(RECORDS)

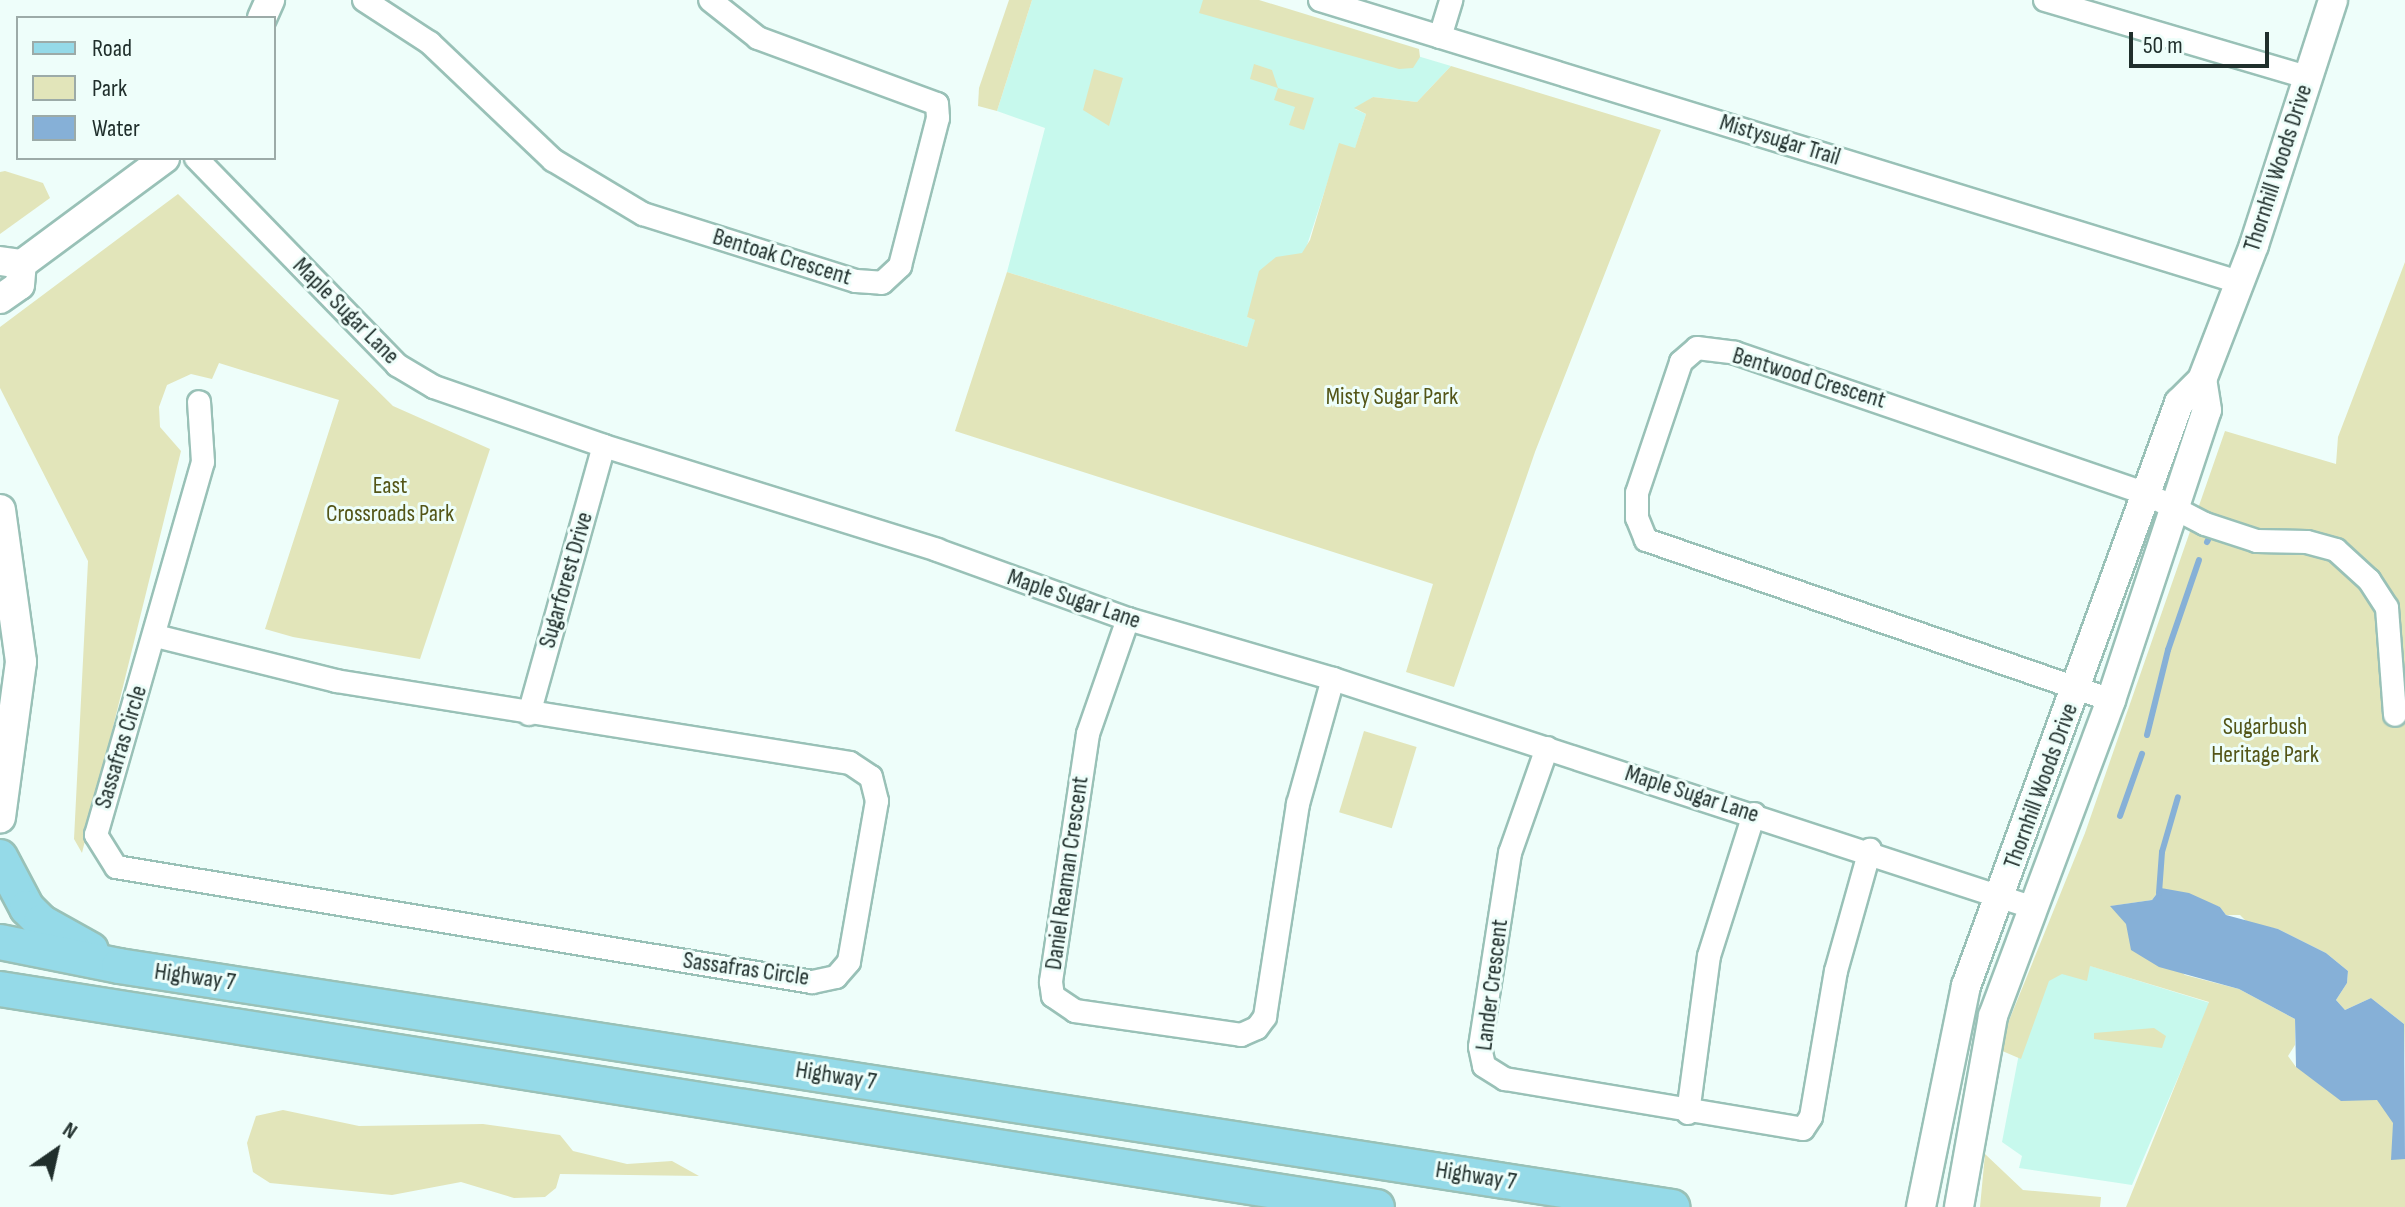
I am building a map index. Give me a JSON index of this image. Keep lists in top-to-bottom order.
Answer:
{
  "streets": {
    "main road": ["Highway 7"],
    "street": [
      "Mistysugar Trail",
      "Thornhill Woods Drive",
      "Bentoak Crescent",
      "Maple Sugar Lane",
      "Bentwood Crescent",
      "Sugarforest Drive",
      "Sassafras Circle",
      "Daniel Reaman Crescent",
      "Lander Crescent"
    ]
  },
  "crossings": [
    ["Mistysugar Trail", "Thornhill Woods Drive"],
    ["Thornhill Woods Drive", "Maple Sugar Lane"],
    ["Thornhill Woods Drive", "Bentwood Crescent"],
    ["Maple Sugar Lane", "Sugarforest Drive"],
    ["Maple Sugar Lane", "Daniel Reaman Crescent"],
    ["Maple Sugar Lane", "Lander Crescent"],
    ["Sugarforest Drive", "Sassafras Circle"]
  ],
  "parks": ["Misty Sugar Park", "East Crossroads Park", "Sugarbush Heritage Park"],
  "legend": ["Road", "Park", "Water"],
  "scale_bar": "50 m",
  "north": "top right"
}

(End RECORDS)

YOUR ASSIGNMENT — Output all the records above again exactly, with the pictures dropped.

WORKED SOLUTION —
I am building a map index. Give me a JSON index of this image. Keep lists in top-to-bottom order.
Answer:
{
  "streets": {
    "main road": ["Highway 7"],
    "street": [
      "Mistysugar Trail",
      "Thornhill Woods Drive",
      "Bentoak Crescent",
      "Maple Sugar Lane",
      "Bentwood Crescent",
      "Sugarforest Drive",
      "Sassafras Circle",
      "Daniel Reaman Crescent",
      "Lander Crescent"
    ]
  },
  "crossings": [
    ["Mistysugar Trail", "Thornhill Woods Drive"],
    ["Thornhill Woods Drive", "Maple Sugar Lane"],
    ["Thornhill Woods Drive", "Bentwood Crescent"],
    ["Maple Sugar Lane", "Sugarforest Drive"],
    ["Maple Sugar Lane", "Daniel Reaman Crescent"],
    ["Maple Sugar Lane", "Lander Crescent"],
    ["Sugarforest Drive", "Sassafras Circle"]
  ],
  "parks": ["Misty Sugar Park", "East Crossroads Park", "Sugarbush Heritage Park"],
  "legend": ["Road", "Park", "Water"],
  "scale_bar": "50 m",
  "north": "top right"
}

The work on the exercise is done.